St. Paul, Minnesota, April 25, 2026, 12:06 CDT
3M Co. ended Friday up 0.79% at $145.99, with investors digesting a quarterly profit beat while management kept its 2026 outlook steady and flagged higher oil costs. That was the last price before the weekend; U.S. trading didn’t take place Saturday.
The pressure’s on for 3M as CEO William Brown works to convince investors his turnaround can boost margins, despite tariffs, sluggish U.S. consumer demand, and pricier raw materials. First-quarter results gave the industrials name a little breathing room. The underlying debate? Far from settled.
First-quarter sales hit $6.0 billion, a 1.3% bump from last year, with adjusted earnings climbing 14% to $2.14 per share. Adjusted operating margin edged up 30 basis points to 23.8%. 3M is sticking with its adjusted 2026 earnings outlook of $8.50 to $8.70 a share.
Analysts polled by LSEG, as reported by Reuters, were looking for adjusted earnings of $1.99 a share on $6.01 billion in sales. Instead, cost discipline drove the beat, not a surge in buyer appetite: adjusted organic sales—which leave out things like currency shifts, M&A, and some discontinued products—ticked up just 1.2%.
Brown told investors 3M saw a “good start to the year” and said he’s sticking with the full-year outlook, even with the “volatile environment.” He flagged order trends that, he said, point to a pickup in the second quarter. That matters for 3M, which still books and ships much of its sales in the same quarter. CloudFront
Oil remains the main drag. According to Reuters, 3M flagged a $125 million jump in yearly costs from pricier oil, with Brown suggesting the company might tack on roughly 50 basis points to product prices to balance things out. CFO Anurag Maheshwari said they managed to counter about $145 million in tariffs, spending, and investments through productivity gains in the quarter.

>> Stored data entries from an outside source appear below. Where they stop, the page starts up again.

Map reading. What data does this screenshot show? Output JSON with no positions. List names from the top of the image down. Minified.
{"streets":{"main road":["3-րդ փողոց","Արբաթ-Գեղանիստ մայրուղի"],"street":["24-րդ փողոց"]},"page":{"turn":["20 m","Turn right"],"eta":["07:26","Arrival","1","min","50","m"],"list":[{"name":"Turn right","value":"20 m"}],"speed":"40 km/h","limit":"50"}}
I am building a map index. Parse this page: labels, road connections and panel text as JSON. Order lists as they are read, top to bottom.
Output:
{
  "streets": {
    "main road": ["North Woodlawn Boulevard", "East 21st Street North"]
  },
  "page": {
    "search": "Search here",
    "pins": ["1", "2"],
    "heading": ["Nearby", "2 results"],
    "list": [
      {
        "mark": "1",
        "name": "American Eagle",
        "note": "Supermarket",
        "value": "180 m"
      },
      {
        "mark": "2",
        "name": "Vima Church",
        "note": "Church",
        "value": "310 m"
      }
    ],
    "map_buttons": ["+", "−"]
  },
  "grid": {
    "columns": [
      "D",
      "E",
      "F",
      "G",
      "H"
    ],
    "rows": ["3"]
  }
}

The numbers landed all over the map. Safety and industrial sales climbed 3.2%. On the flip side, consumer sales dropped 1.3%, transportation and electronics edged down 0.3%, according to Reuters. Brown pointed out that around 60% of the portfolio held up—general industrial and safety were among the brighter spots. The rest, about 40%, lagged: consumer electronics, auto, and some pockets of consumer demand stayed weak.
Another issue: the backlog. Vertical Research’s Jeffrey Sprague pushed 3M for clarity—were those stronger orders just customers buying ahead of price hikes, or was there genuine Q2 visibility? Maheshwari put a number on it, saying about 75% of any quarter’s revenue is tied to book-and-ship demand. The backlog still played its part, giving 3M an extra 400 to 500 basis points of coverage going into the period.
3M continues to overhaul its portfolio and factory footprint. In its latest quarterly report, the company noted it wrapped up the sale of its precision grinding and finishing unit back in April. That operation brought in roughly $130 million in yearly sales. As for its Madison Fire & Rescue partnership with Bain Capital, 3M expects that deal to close in the back half of 2026.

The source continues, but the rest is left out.